- [Exercise directions]
The answer must be every line from the listing that holds the string "Southwest".
[Start of Attachment]
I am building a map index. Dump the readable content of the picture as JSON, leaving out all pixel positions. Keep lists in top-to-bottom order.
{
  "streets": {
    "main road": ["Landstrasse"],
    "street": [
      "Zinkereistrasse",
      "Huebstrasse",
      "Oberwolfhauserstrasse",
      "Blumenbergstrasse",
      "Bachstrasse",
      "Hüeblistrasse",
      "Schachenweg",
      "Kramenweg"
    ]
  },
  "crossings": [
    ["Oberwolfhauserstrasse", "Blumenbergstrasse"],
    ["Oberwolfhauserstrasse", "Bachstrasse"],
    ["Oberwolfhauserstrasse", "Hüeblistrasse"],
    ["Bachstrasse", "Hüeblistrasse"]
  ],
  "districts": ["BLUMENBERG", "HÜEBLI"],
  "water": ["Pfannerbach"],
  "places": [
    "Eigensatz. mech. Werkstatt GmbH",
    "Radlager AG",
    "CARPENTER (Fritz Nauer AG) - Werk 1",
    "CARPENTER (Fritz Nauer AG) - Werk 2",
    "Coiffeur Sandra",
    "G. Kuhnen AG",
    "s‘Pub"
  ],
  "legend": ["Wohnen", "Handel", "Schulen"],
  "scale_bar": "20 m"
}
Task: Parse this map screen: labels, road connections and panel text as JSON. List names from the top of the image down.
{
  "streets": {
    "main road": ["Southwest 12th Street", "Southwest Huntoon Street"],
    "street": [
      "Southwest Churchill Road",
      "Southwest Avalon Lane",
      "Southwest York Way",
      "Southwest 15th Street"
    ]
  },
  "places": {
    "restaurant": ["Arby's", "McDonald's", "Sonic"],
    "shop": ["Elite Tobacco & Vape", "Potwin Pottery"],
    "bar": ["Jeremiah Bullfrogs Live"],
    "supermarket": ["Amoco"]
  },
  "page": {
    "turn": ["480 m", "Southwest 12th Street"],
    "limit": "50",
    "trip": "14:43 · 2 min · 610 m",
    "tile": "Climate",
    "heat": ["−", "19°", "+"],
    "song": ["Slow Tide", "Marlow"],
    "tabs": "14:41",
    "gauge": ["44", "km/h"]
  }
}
[End of Attachment]
- [Result for this exercise]
    "main road": ["Southwest 12th Street", "Southwest Huntoon Street"],
      "Southwest Churchill Road",
      "Southwest Avalon Lane",
      "Southwest York Way",
      "Southwest 15th Street"
    "turn": ["480 m", "Southwest 12th Street"],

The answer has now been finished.